4. Long term foreign currency monetary items for which entity opted exemption given in Ind AS 101 (Para D13AA).

Let’s understand some terms to understand the accounting treatment under Ind AS 21:

Functional Currency – currency of primary economic environment in which entity operates i.e., the one in which it generally expends cash.

Functional Currency

SECONDARY Factors which can be considered:

  • Currency in which funds from financing activities are generated
  • Currency in which receipts from operating activities are usually retained

ADDITIONAL factors to be considered in determining functional currency of foreign operation and whether the functional currency is same as of reporting entity (Reporting entity being the entity that has the foreign operation as its subsidiary, branch, associate or JV, the activities of which are conducted in currency other than those of reporting entity):

  • Activities of foreign operation are carried out as an extension of reporting entity;
  • Transactions with reporting entity are high proportion of foreign operation activities;
  • Foreign operation’s cash flows directly affects reporting entity’s cash flows and readily available for remittance to reporting entity;
  • Foreign operation’s cash flows are not sufficient to service expected debt obligations without funds being made available by reporting entity.

Example: Foreign operation only sells goods imported from reporting entity and remits the proceeds to it.

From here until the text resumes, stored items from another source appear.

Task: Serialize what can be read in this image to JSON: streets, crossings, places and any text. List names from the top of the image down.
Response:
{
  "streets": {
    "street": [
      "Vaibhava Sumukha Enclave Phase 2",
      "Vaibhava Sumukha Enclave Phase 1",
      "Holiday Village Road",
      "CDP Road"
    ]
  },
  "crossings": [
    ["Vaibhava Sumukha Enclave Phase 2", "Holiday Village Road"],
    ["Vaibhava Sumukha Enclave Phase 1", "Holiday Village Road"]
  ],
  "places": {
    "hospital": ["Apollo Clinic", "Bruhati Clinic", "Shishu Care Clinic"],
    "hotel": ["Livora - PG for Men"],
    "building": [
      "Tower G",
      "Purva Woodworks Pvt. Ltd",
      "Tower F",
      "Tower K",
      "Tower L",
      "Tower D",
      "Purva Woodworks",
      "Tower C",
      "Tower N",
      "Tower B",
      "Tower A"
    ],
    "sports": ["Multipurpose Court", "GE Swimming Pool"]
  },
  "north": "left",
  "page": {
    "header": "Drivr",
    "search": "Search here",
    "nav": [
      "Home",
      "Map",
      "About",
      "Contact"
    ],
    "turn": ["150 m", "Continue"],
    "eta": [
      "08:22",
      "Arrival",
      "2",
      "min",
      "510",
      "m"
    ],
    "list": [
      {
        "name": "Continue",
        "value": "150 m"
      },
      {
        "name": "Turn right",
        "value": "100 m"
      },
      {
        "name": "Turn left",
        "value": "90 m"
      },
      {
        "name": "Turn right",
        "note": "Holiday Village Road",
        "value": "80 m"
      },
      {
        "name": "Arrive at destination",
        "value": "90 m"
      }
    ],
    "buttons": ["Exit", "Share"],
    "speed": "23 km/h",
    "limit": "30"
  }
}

In this case, foreign operation is an extension of reporting entity.

When above indicators are mixed, management uses its judgement to determine functional currency. As part of this approach, priority to be given to Primary indicators before considering secondary and additional indicators. Hence, when functional currency is clear from the Primary indicators, no need to go to Secondary and additional indicators.

Functional currency cannot be changed unless there is a change in those underlying transactions, events and conditions. When there is a change in functional currency, entity should apply the translation procedures prospectively from the date of the change.

Translation of Foreign currency transactions in Functional currency:

Foreign currency is the currency other than functional currency of the entity.

Foreign currency transactions including:

  • Purchase or sale price denominated in foreign currency
  • Amount payable or receivable (including loans) denominated in foreign currency
  • Acquisition/disposal of assets or settlement of liabilities denominated in foreign currency

Translation procedures (same as AS-17):

Initial recognition:

Apply spot exchange rate (between functional currency and foreign currency) at the date of the transaction to the foreign currency amount.

At end of each reporting period:

  • Foreign currency monetary items => translate using closing rate;
  • Foreign currency non-monetary items that are measured in terms of historical cost => translate using the rate at the date of the transaction;
  • Foreign currency non-monetary items that are measured at Fair Value => translate using the rate when the fair value was measured;

Exchange difference on monetary items shall be recognised in profit or loss in the period in which they arise.

When gain/loss on non-monetary item recognised in OCI, exchange component shall also be recognised in OCI (example – Ind AS 16 requires revaluation gain/loss on PPE to be recognised in OCI and this standard requires revalued amount (i.e., on Fair value of PPE) to be translated at the date when such value is determined, resulting in exchange difference that has to be recognised in OCI.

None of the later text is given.